------ Input
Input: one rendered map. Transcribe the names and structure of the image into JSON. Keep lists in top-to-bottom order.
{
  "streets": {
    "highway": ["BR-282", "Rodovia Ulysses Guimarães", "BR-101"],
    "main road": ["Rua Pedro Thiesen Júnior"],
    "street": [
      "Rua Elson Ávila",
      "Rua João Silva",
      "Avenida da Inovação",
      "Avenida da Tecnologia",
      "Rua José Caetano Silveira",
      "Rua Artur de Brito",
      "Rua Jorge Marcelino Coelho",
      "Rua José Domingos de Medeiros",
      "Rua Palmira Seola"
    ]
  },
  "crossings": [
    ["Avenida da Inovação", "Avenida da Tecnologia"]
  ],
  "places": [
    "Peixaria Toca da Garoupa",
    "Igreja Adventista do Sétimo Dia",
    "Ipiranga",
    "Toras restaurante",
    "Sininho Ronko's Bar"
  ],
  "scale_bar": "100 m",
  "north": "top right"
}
------------
Directions for this task — The records must be given again in full, exactly as they were written.

Task output —
Input: one rendered map. Transcribe the names and structure of the image into JSON. Keep lists in top-to-bottom order.
{
  "streets": {
    "highway": ["BR-282", "Rodovia Ulysses Guimarães", "BR-101"],
    "main road": ["Rua Pedro Thiesen Júnior"],
    "street": [
      "Rua Elson Ávila",
      "Rua João Silva",
      "Avenida da Inovação",
      "Avenida da Tecnologia",
      "Rua José Caetano Silveira",
      "Rua Artur de Brito",
      "Rua Jorge Marcelino Coelho",
      "Rua José Domingos de Medeiros",
      "Rua Palmira Seola"
    ]
  },
  "crossings": [
    ["Avenida da Inovação", "Avenida da Tecnologia"]
  ],
  "places": [
    "Peixaria Toca da Garoupa",
    "Igreja Adventista do Sétimo Dia",
    "Ipiranga",
    "Toras restaurante",
    "Sininho Ronko's Bar"
  ],
  "scale_bar": "100 m",
  "north": "top right"
}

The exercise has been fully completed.